Critiques of Idioms of Distress
Two critiques leveled against how some people think of idioms of distress are worth visiting. Kirmayer and Young (1998) have written that “the notion of ‘idiom of distress’ may be misleading, to the extent that such “idioms” are assumed to be highly structured and entirely conventional ways of expressing distress. In reality, the meanings expressed through these idioms are often fragmentary, tentative, and even contradictory.” I could not agree more, and would argue that a transactional approach attentive to the semantics, pragmatics and micropolitics of communicating distress leads us to an understanding of idioms based far more on presentation and negotiation than on static representations.
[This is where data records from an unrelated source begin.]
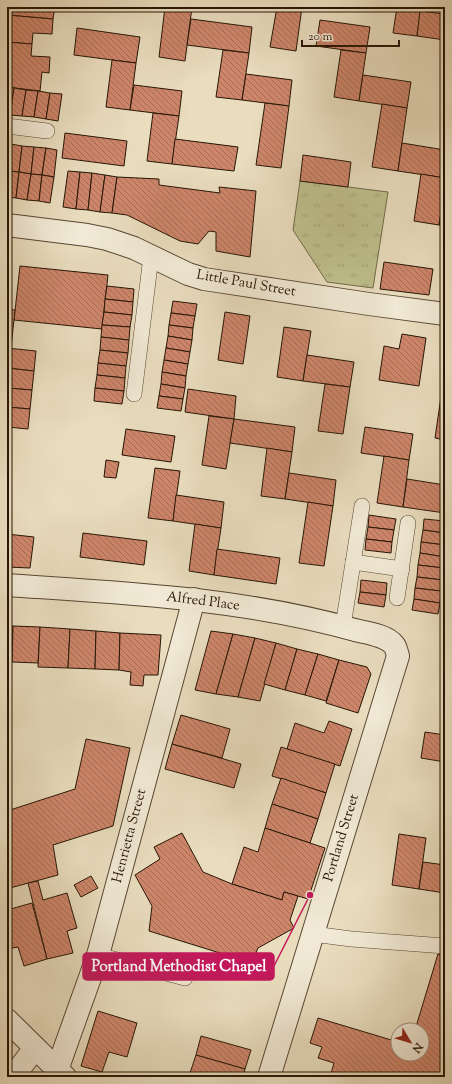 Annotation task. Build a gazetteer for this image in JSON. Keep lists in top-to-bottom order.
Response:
{
  "streets": {
    "street": [
      "Little Paul Street",
      "Alfred Place",
      "Henrietta Street",
      "Portland Street"
    ]
  },
  "crossings": [
    ["Alfred Place", "Henrietta Street"],
    ["Alfred Place", "Portland Street"]
  ],
  "places": ["Portland Methodist Chapel"],
  "scale_bar": "20 m",
  "north": "bottom right"
}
Lee et al. (2007) have drawn attention to the way in which labeling embodied emotional expressions as metaphors or idioms leads us to think of them as figurative, and not genuine, and to valorize meaning above the lived experience of sensations linked to emotional states. Their warning is something I took to heart and tried to address in a call for a sensorially engaged anthropology (Nichter 2008a, b). The study of somatic idioms of distress demands more than a clever mind and the ability to “figure out.” It requires of the researcher and clinician the ability to be present and engage in a somatic mode of attention that is reciprocal and humbling.
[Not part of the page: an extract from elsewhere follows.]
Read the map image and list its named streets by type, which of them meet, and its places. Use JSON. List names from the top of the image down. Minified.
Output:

What do the Articles in this Issue Add to the Idioms-of-Distress Agenda?
Let me briefly comment on the papers in this issue and highlight ways in which they take an idioms-of-distress agenda in new directions. In many ways, the Pedersen et al. (2010) article on Llaki and Nakaray in Peru exemplifies the research agenda that I have been describing. It is attentive to variability in the expression of distress, the polysemic and multivocal nature of idioms and the historical change in the meanings of idioms, which are ever being transformed and invested with new meaning. This study into the use of idioms of distress among a people having a long history of aggression, violence and suffering is instructive on several levels. The reader learns how longstanding idioms of distress associated with colonial history have changed to enable the communication of distress over present levels of material impoverishment and insecurity. And the reader encounters hybrid idioms that reflect both cross-fertilization between Quechua and Spanish and the infusion of local meaning into terms such as traumadu, which now indexes learning disabilities in school and antisocial behavior among youth.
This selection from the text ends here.